Make a word-for-word copy of the entries below from their first line through the line with "Give bounding boxes", and add nothing.

___

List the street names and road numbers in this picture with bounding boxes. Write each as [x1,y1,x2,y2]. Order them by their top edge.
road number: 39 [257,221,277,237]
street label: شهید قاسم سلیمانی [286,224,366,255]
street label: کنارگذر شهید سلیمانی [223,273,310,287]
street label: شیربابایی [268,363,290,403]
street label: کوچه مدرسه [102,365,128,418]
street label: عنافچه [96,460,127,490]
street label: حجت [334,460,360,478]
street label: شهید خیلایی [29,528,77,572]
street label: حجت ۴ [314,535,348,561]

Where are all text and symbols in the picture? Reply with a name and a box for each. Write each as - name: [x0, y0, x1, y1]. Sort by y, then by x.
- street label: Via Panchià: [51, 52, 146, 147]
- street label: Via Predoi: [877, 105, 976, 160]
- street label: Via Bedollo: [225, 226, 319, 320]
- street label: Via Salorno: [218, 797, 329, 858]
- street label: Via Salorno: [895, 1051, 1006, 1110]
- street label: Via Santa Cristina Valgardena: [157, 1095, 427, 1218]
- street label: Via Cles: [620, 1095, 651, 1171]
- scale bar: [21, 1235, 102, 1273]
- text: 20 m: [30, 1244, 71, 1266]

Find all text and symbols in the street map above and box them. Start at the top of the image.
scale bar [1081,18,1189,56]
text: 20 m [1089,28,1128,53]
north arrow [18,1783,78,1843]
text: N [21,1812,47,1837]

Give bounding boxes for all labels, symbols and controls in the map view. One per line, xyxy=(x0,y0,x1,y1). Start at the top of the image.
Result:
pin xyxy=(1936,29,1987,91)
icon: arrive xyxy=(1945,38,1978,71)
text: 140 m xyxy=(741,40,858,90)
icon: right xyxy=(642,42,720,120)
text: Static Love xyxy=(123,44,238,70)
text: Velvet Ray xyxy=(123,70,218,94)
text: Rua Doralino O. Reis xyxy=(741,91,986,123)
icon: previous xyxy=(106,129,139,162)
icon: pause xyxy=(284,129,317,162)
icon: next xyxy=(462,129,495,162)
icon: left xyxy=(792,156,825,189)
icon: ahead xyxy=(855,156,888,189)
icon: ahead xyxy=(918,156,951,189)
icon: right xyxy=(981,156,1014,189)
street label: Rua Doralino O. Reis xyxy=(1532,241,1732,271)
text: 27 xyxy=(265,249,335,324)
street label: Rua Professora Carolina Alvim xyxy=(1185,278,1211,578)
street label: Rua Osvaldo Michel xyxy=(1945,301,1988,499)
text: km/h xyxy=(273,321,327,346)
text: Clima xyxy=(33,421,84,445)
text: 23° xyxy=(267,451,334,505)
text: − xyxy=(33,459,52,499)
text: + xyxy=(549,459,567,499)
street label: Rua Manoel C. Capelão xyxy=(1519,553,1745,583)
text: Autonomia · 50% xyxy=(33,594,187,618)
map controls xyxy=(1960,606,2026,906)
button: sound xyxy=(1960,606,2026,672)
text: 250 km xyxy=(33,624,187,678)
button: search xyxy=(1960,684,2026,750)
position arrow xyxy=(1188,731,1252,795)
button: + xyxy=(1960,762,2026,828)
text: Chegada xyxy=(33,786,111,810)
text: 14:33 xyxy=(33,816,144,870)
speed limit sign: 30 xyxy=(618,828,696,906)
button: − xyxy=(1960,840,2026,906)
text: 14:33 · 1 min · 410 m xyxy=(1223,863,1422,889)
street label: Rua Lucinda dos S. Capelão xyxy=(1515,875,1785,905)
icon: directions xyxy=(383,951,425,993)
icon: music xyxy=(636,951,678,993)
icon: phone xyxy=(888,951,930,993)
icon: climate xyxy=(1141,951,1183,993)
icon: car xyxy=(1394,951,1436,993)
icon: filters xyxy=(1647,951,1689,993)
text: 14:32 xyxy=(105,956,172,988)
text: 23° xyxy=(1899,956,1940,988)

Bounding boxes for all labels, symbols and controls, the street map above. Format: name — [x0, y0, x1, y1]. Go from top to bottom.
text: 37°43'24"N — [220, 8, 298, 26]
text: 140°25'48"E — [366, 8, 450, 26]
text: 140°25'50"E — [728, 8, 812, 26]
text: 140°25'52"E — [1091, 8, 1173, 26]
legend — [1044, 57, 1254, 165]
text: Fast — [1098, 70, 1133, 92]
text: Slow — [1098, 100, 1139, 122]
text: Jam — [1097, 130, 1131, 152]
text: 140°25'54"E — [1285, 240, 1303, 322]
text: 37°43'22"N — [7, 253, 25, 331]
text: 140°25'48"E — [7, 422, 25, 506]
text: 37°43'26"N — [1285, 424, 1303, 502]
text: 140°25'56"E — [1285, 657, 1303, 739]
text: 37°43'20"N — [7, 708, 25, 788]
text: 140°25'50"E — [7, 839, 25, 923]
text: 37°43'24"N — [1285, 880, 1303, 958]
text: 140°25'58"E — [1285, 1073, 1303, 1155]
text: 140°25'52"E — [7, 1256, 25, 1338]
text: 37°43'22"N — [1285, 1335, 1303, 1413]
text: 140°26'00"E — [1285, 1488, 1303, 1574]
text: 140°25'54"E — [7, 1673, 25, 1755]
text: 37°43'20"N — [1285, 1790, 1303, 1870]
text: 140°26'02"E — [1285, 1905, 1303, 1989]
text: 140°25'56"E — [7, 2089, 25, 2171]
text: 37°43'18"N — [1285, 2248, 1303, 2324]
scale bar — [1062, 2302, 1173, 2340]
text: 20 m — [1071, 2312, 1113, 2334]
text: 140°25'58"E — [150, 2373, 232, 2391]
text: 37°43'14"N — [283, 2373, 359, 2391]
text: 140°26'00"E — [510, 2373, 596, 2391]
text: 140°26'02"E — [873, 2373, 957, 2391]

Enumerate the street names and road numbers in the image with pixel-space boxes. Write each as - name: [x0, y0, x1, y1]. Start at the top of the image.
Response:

___

▶ [Exercise result]
List the street names and road numbers in this picture with bounding boxes. Write each as [x1,y1,x2,y2]. Order them by their top edge.
road number: 39 [257,221,277,237]
street label: شهید قاسم سلیمانی [286,224,366,255]
street label: کنارگذر شهید سلیمانی [223,273,310,287]
street label: شیربابایی [268,363,290,403]
street label: کوچه مدرسه [102,365,128,418]
street label: عنافچه [96,460,127,490]
street label: حجت [334,460,360,478]
street label: شهید خیلایی [29,528,77,572]
street label: حجت ۴ [314,535,348,561]

Where are all text and symbols in the picture? Reply with a name and a box for each. Write each as - name: [x0, y0, x1, y1]. Sort by y, then by x.
- street label: Via Panchià: [51, 52, 146, 147]
- street label: Via Predoi: [877, 105, 976, 160]
- street label: Via Bedollo: [225, 226, 319, 320]
- street label: Via Salorno: [218, 797, 329, 858]
- street label: Via Salorno: [895, 1051, 1006, 1110]
- street label: Via Santa Cristina Valgardena: [157, 1095, 427, 1218]
- street label: Via Cles: [620, 1095, 651, 1171]
- scale bar: [21, 1235, 102, 1273]
- text: 20 m: [30, 1244, 71, 1266]

Find all text and symbols in the street map above and box them. Start at the top of the image.
scale bar [1081,18,1189,56]
text: 20 m [1089,28,1128,53]
north arrow [18,1783,78,1843]
text: N [21,1812,47,1837]

Give bounding boxes for all labels, symbols and controls in the map view. One per line, xyxy=(x0,y0,x1,y1). Start at the top of the image.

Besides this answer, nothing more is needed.